Role of MKP1 in fungal disease.

The fungal pathogen Candida albicans, the causative agent of thrush, causes millions of infections annually in people worldwide. The search for an explanation for how this fungus causes disease and immune activation has remained at the forefront of medical mycology and immunology. In recent years, we have identified a key signalling mechanism involving the phosphatase MKP1, which enables epithelial tissues to discriminate between the commensal (yeast) and pathogenic (hyphal) states of C. albicans [1]. This discriminatory mechanism is based on the host recognition of candidalysin, a cytolytic peptide toxin secreted by the fungus, and which is encoded by its parent gene ECE1 [2].

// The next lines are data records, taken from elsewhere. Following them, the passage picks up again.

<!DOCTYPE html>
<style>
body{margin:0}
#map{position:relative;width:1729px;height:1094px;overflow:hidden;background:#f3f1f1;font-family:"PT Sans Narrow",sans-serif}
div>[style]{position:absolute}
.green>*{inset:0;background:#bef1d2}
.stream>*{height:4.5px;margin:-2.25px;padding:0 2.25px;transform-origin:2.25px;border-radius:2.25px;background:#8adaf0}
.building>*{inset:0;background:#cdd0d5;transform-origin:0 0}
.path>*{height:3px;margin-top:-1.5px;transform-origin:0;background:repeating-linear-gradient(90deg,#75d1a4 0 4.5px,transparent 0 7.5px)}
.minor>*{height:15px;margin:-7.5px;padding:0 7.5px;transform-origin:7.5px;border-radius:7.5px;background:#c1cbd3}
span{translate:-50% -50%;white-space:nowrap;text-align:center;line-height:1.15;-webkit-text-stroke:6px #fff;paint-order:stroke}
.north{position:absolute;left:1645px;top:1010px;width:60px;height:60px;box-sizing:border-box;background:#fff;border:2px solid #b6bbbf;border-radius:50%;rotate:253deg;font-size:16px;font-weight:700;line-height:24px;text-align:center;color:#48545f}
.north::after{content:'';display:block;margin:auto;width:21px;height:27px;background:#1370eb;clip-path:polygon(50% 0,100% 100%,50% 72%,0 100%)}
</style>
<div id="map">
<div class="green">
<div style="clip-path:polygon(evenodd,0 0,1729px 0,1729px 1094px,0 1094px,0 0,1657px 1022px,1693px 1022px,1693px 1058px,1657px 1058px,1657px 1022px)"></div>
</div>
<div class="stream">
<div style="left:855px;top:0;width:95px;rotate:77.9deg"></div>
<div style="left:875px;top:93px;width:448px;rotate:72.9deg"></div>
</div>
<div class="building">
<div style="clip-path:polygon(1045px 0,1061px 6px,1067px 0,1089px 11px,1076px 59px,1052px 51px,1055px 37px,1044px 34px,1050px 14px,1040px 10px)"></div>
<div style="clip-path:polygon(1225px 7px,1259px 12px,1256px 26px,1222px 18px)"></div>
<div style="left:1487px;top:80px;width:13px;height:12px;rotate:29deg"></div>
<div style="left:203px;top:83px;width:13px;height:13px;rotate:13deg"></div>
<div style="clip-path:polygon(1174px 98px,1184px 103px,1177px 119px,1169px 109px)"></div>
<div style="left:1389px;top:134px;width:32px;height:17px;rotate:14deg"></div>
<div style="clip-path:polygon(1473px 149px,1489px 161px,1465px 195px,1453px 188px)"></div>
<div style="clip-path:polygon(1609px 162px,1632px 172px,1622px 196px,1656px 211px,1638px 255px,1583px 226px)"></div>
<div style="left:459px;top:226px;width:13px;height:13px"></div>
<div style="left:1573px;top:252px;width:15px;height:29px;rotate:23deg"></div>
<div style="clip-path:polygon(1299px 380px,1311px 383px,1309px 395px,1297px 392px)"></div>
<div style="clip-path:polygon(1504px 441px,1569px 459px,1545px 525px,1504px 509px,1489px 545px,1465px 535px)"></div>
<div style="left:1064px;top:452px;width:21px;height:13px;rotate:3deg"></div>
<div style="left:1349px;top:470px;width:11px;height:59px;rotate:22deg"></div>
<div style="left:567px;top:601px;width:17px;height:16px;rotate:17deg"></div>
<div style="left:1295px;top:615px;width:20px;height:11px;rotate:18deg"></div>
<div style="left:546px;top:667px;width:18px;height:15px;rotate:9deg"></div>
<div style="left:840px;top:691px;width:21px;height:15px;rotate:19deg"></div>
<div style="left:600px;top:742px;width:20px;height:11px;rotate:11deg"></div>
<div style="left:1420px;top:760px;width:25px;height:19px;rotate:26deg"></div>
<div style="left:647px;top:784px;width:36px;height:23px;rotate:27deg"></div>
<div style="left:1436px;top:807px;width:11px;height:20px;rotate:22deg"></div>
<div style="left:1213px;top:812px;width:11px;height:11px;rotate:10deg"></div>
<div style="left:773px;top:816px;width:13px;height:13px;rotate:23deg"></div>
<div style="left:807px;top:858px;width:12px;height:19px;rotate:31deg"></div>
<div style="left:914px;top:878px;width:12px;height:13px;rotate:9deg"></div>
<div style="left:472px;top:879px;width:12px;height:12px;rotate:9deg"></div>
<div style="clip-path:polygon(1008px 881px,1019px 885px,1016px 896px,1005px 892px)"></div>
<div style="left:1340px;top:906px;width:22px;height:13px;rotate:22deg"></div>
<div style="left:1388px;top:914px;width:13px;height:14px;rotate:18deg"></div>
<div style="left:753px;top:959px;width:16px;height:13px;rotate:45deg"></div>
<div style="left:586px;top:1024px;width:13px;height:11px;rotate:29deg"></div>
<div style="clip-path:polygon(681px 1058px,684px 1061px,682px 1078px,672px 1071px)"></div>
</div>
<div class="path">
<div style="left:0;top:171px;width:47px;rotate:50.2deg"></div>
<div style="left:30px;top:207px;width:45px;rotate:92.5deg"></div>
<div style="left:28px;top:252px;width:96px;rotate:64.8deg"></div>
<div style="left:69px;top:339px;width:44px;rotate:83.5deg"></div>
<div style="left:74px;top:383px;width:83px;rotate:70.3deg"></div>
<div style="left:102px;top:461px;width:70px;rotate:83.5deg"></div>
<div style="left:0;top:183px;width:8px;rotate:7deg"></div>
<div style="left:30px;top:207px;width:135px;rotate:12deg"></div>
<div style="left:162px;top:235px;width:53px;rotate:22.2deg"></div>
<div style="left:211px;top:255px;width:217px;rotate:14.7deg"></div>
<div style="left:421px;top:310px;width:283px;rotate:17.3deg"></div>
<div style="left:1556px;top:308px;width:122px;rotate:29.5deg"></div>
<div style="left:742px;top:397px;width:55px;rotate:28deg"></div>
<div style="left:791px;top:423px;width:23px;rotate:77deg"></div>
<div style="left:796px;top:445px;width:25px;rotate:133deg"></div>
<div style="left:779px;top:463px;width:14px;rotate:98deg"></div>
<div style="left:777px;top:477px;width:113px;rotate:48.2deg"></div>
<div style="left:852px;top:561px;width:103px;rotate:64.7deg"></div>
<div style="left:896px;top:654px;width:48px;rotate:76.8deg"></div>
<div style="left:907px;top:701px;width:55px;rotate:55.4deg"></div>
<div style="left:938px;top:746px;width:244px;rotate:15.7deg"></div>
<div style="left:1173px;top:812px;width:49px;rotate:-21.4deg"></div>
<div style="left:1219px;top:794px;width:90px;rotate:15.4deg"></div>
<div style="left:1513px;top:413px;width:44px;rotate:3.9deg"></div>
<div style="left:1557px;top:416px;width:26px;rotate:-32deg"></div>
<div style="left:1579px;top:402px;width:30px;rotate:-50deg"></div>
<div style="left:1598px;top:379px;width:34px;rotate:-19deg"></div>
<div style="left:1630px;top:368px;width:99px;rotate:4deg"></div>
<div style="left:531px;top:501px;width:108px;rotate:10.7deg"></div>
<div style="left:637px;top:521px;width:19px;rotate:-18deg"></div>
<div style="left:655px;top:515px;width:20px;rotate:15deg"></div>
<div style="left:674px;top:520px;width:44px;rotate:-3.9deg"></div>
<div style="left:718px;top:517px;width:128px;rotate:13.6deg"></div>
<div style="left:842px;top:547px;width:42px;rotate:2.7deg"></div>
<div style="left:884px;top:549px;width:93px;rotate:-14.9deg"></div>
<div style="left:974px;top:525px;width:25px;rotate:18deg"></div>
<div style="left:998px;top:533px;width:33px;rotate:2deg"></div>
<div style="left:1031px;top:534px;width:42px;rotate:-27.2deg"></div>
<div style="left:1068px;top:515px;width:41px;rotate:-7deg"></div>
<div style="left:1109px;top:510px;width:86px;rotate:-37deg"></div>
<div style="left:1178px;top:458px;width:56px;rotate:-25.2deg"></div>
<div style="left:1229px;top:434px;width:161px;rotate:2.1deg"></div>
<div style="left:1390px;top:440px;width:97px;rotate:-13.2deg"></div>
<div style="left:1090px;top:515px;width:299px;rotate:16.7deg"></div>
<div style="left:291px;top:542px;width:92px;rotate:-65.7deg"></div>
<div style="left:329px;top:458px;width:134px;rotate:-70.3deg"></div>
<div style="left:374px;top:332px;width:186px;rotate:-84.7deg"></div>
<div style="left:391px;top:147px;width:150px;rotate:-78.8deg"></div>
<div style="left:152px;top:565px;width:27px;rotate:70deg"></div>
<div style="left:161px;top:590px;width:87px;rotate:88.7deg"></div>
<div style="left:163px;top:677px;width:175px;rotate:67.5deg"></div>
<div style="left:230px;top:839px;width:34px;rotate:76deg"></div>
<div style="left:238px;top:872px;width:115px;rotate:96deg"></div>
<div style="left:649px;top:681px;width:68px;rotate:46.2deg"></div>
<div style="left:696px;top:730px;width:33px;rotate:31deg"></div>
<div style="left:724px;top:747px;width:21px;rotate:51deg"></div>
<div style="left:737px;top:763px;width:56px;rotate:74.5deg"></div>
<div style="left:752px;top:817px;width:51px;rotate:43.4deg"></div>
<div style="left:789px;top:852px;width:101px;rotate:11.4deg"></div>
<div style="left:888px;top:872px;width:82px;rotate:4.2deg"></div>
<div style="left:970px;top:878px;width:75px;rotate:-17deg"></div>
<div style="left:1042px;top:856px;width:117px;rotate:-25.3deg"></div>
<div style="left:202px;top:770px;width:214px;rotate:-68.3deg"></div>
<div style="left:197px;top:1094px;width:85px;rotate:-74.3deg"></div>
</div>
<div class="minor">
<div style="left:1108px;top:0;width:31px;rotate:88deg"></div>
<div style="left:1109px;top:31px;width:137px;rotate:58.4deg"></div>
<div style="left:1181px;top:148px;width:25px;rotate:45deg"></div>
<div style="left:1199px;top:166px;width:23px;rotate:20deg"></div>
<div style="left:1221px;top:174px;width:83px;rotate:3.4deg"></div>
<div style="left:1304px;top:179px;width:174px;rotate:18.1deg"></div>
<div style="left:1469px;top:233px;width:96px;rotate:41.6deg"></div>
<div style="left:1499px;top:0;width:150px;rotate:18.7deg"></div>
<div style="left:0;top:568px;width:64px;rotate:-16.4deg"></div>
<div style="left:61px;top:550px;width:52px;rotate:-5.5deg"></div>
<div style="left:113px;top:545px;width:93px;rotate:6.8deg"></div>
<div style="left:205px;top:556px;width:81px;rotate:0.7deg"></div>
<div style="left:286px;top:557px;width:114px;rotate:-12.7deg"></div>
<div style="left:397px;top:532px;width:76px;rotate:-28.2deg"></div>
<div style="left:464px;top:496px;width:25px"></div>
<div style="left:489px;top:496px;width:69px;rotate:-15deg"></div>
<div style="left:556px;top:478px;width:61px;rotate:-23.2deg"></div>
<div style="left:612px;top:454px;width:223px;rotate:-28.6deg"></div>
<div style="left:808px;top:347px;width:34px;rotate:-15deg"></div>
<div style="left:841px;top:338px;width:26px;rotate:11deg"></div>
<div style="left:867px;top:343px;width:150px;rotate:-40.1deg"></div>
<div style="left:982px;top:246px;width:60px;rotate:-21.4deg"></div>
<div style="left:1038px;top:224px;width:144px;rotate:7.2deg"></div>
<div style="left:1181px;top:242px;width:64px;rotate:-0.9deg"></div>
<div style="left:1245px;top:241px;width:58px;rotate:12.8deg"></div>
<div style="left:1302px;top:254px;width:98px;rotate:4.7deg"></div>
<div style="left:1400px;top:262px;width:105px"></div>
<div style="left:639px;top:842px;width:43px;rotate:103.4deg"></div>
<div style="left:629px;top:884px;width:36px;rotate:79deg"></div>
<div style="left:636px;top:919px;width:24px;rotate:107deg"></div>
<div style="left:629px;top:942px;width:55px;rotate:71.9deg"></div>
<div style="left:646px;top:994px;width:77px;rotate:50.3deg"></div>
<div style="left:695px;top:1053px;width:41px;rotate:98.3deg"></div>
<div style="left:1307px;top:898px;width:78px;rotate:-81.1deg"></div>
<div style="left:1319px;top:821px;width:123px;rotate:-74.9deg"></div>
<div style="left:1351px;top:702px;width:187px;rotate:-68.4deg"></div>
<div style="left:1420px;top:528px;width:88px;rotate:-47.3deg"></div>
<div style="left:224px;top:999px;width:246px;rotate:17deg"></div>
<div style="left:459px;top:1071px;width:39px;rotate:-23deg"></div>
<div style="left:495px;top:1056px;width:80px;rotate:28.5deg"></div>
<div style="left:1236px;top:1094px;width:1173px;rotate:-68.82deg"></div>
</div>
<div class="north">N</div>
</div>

Candidalysin is produced by the hyphal form of C. albicans and is encoded by its parent gene ECE1. Ece1p is processed in the fungus to generate candidalysin, which is then secreted [3]. Candidalysin acts as a cytolytic toxin and activates host cells by inducing pores in the cell membrane. This results in the activation of a key signalling pathway involving MKP1, which is required for cytokine induction and neutrophil recruitment [4]. The phosphatase MKP1 is activated via the EGFR-ERK1/2 pathway but regulates the p38 pathway, another pathway activated by candidalysin. Importantly, candidalysin is the only damage inducing factor that C. albicans possesses.

MKP1 is a phosphatase that regulates host responses via the MAPK (mitogen-activated protein kinase) pathway. In vitro, MKP1 is activated via surface receptors and cell damage caused during infection. Currently, the role of MKP1 during fungal disease is unknown.